JM FRITZMAN’S pithy introduction to Hegel, whose work Bertrand Russell claimed was the hardest to understand of all the great philosophers, reminds the reader of Karl Marx’s famous observation: “Philosophers have interpreted the world, the point however is to change it.” As we are led through the metaphysical thickets of Hegel’s thinking, we might well agree with both statements. 

First there is the language problem, always an issue with philosophy. The author engagingly comments on the danger of “Hegelese” — Hegel’s own terminology — which can lead us to “realise that we don’t know what we are talking about.” Even the title of his major work Phenomenology Of Spirit, where we are faced with such concepts as “thought thinks itself,” can daunt the reader’s enthusiasm. 

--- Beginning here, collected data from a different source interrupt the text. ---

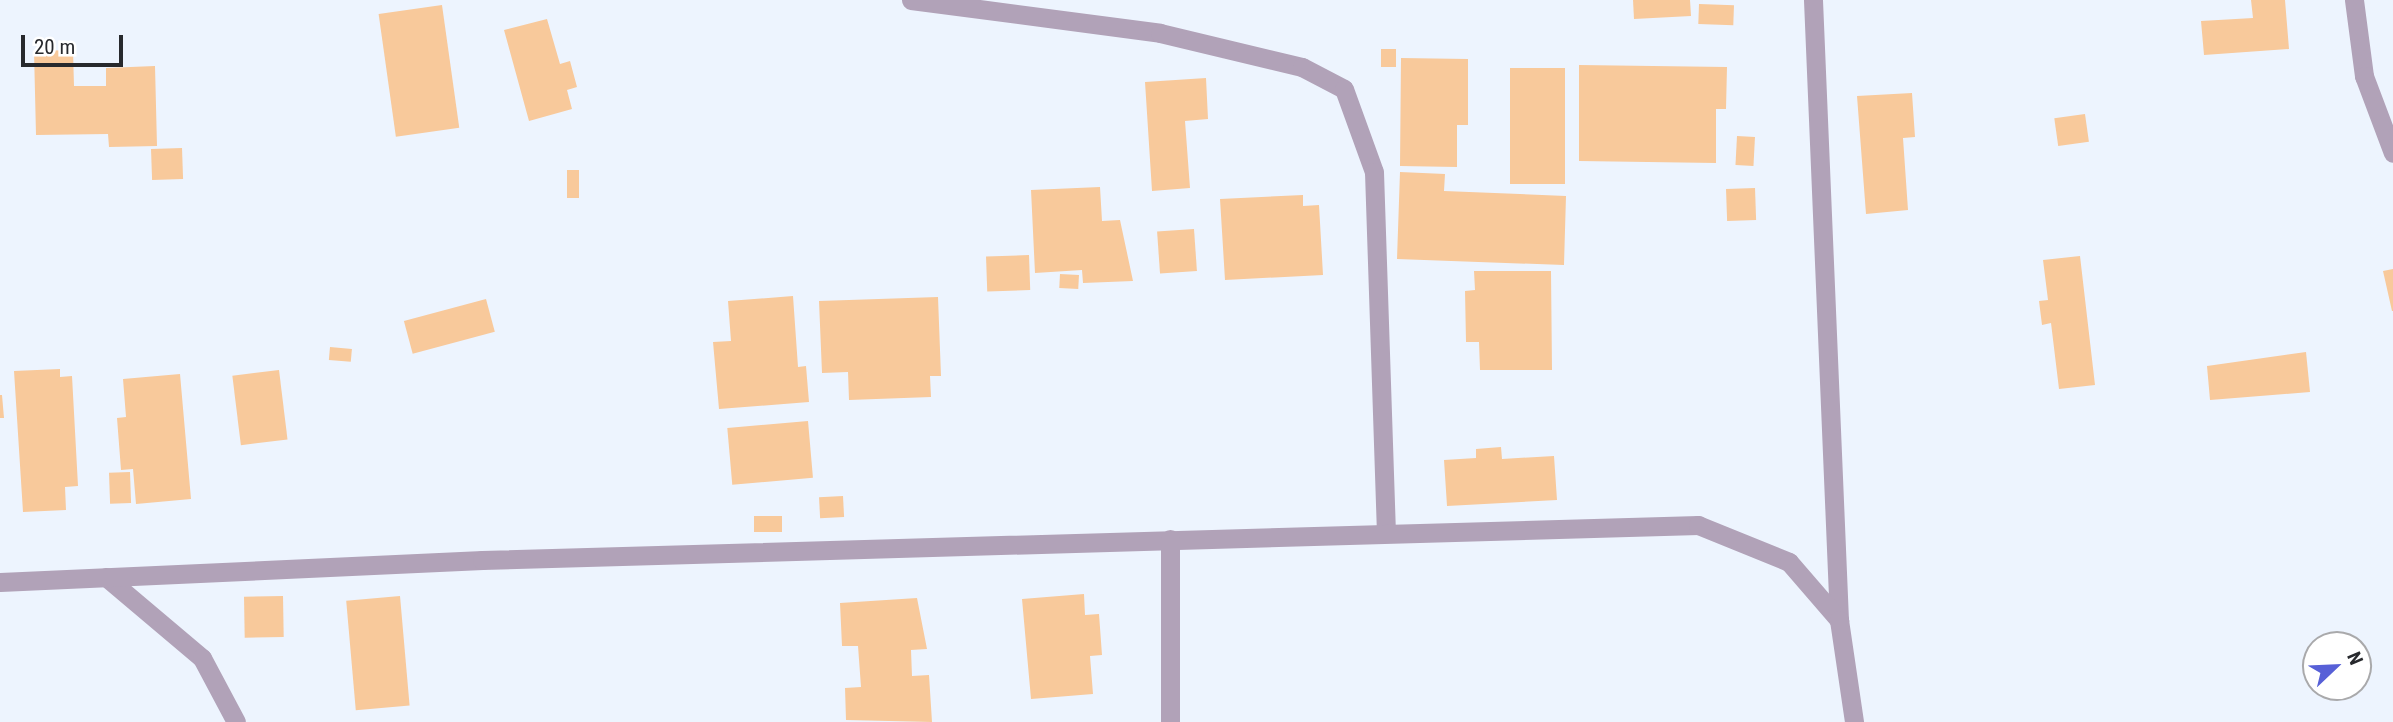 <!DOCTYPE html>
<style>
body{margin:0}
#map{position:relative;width:2393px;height:722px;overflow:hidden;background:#edf4fe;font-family:"Roboto Condensed",sans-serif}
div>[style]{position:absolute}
.building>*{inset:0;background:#f8c99b;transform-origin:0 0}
.minor>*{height:19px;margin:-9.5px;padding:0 9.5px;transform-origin:9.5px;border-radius:9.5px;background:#b1a2b8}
span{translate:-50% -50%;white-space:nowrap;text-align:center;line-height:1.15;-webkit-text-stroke:6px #fff;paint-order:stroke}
.north{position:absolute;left:2302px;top:631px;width:70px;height:70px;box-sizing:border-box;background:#fff;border:2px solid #a9a9ab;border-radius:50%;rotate:67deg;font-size:19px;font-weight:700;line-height:28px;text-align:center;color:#27292d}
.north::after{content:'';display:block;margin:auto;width:24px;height:32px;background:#5760d7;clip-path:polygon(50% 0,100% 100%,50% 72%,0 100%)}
.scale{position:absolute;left:21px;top:35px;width:102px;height:32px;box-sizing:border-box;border:4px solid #27292d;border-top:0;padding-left:9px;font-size:21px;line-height:24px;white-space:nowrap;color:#27292d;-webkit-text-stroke:5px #fff;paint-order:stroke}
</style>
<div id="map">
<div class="building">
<div style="clip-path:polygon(1633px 0,1690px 0,1691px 16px,1634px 19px)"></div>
<div style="clip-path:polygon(2251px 0,2285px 0,2289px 49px,2204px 55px,2201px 21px,2253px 18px)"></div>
<div style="left:1699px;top:4px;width:35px;height:20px;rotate:2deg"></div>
<div style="left:442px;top:5px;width:124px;height:64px;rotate:82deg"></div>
<div style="clip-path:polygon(547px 19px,560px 64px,570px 61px,577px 87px,567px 90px,572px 109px,529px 121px,504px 30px)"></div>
<div style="left:1381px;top:49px;width:15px;height:18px"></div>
<div style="clip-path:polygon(73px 50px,74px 86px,106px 86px,106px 68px,155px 66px,157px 146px,109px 147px,108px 134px,36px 135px,34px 51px)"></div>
<div style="clip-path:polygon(1401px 58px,1468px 59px,1468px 125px,1457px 125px,1457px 167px,1400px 166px)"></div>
<div style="clip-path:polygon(1579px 65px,1727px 67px,1726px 109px,1716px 109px,1716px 163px,1579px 161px)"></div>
<div style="left:1510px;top:68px;width:55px;height:116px"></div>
<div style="clip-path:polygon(1206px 78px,1208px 119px,1185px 121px,1190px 188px,1152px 191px,1145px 82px)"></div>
<div style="clip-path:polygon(1912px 93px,1915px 137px,1903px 138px,1908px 210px,1866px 214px,1857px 96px)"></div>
<div style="left:2085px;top:114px;width:28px;height:31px;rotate:82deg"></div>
<div style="left:1737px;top:136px;width:18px;height:29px;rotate:3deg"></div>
<div style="left:182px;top:148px;width:31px;height:31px;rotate:88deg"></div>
<div style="left:567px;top:170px;width:12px;height:28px"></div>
<div style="clip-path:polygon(1400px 172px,1445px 174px,1444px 191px,1566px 196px,1564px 265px,1397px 259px)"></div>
<div style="clip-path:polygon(1100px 187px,1102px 221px,1120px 220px,1133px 281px,1083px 283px,1082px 270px,1035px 273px,1031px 190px)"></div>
<div style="left:1755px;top:188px;width:32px;height:29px;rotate:88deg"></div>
<div style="clip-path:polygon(1303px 195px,1303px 206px,1319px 205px,1323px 275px,1225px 280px,1220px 199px)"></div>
<div style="left:1194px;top:229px;width:42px;height:37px;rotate:86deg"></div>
<div style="left:1029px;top:255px;width:35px;height:43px;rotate:88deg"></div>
<div style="clip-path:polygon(2080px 256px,2095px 385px,2059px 389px,2051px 323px,2042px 325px,2039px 301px,2048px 300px,2043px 260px)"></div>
<div style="clip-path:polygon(2393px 269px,2393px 311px,2392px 311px,2383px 271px)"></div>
<div style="clip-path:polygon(1474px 271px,1551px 271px,1552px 370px,1480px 370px,1479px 342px,1466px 342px,1465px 291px,1475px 290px)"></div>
<div style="left:1060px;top:274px;width:19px;height:14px;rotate:3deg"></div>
<div style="clip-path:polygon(793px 296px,798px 367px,806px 366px,809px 402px,719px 409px,713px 342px,731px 341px,728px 301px)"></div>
<div style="clip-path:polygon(938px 297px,941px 376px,930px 376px,931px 397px,849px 400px,848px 372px,822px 373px,819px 301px)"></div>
<div style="left:486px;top:299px;width:34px;height:85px;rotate:75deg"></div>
<div style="left:330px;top:347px;width:22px;height:13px;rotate:5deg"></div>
<div style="clip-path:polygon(2306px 352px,2310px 392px,2210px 400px,2207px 366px)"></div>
<div style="clip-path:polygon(60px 369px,60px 377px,72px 376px,78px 486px,65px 487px,66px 510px,23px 512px,14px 371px)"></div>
<div style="left:279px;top:370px;width:70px;height:47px;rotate:83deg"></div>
<div style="clip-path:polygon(180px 374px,191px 499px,136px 504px,133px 469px,121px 470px,117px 418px,126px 417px,123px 379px)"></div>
<div style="clip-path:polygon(0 395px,2px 395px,4px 418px,0 418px)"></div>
<div style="left:808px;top:421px;width:57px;height:81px;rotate:85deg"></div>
<div style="clip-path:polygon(1501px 447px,1502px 459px,1554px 456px,1557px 500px,1447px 506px,1444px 460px,1476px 458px,1476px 449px)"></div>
<div style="left:130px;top:472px;width:31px;height:21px;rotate:88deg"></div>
<div style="left:843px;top:496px;width:21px;height:24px;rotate:87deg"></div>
<div style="left:754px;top:516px;width:28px;height:16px"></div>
<div style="clip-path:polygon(1084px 594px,1085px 615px,1099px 614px,1102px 655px,1090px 656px,1093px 694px,1031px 699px,1022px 599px)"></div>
<div style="left:283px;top:596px;width:41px;height:39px;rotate:89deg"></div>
<div style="left:400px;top:596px;width:110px;height:54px;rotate:85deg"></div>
<div style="clip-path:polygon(917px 598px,927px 649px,911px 650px,912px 676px,929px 675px,932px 722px,846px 720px,845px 688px,861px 687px,858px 646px,842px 646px,840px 603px)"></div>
</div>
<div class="minor">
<div style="left:911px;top:0;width:251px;rotate:7.5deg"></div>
<div style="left:1160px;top:33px;width:146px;rotate:13.5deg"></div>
<div style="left:1302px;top:67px;width:47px;rotate:27.6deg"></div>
<div style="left:1344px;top:89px;width:88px;rotate:70.1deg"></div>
<div style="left:1374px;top:172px;width:360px;rotate:88.1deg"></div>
<div style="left:1813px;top:0;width:621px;rotate:87.6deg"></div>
<div style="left:2354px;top:0;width:77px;rotate:82.5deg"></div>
<div style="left:2364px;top:76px;width:82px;rotate:69.4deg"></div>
<div style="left:106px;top:577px;width:126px;rotate:40.2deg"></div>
<div style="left:202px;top:658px;width:72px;rotate:62deg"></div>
<div style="left:0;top:582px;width:483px;rotate:-2.6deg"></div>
<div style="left:482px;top:560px;width:1217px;rotate:-1.65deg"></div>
<div style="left:1698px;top:525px;width:98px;rotate:22.1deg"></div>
<div style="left:1789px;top:562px;width:77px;rotate:49.2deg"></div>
<div style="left:1839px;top:620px;width:103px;rotate:81.6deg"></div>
<div style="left:1170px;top:722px;width:183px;rotate:-90deg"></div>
</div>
<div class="north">N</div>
<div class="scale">20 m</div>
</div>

Not Fritzman’s, however. He tackles both the original German language and his author’s intractable linguistics with the humour and verve of a good teacher, though he does concede that “Hegel’s metaphysics departs significantly from untutored common sense on a number of issues.” 

Many of Hegel’s beliefs — such as his rejection of evolution and urging his readers that they should be reconciled to their world  sound reactionary.

But it should be remembered too that he greatly influenced the young Marx with his method of seeking the truth through his “dialectic” process.

His maintaining that historical progress was the “increasing realisation of human freedom” would also appear to chime with Marxism, although his questionable definition of freedom had nothing to do with Marx’s understanding that dialectical materialism explained man’s relationship to nature and society, nor that class conflict supplied the driving force to historical progress.

At the centre of Hegel’s philosophy, which engages with all aspects of existence, is the concept of “spirit,” another of his terms that shift awkwardly for the reader but which Fritzman helpfully glosses as “human culture which culminates in art, religion and philosophy.” 

For all his supportive understanding, Fritzman does not baulk at criticising Hegel. On The Philosophy of Right, where Hegel’s describes his rational state based on family, civil society and state, he remarks that “he seems to have no historical sense of the ways in which the family of his time is a product of social and economic conditions.” 

Yet he recognises that capitalism is inherently unstable, leading to immense disparity of wealth and cycling between economic booms and depressions.

If we read Hegel while drawing on the hindsight of Marx, he may then appear to provide a treasure trove of concepts and ideas which wove together a total world view full of the contradictions he believed to be the bedrock of philosophy. 

Marx took from this stash what was useful in making his own “philosophy” and that has become a fundamental contribution to our critical understanding of the human condition and the need to change our world because, as Fritzman suggests, “Western liberal welfare capitalism isn’t sustainable.”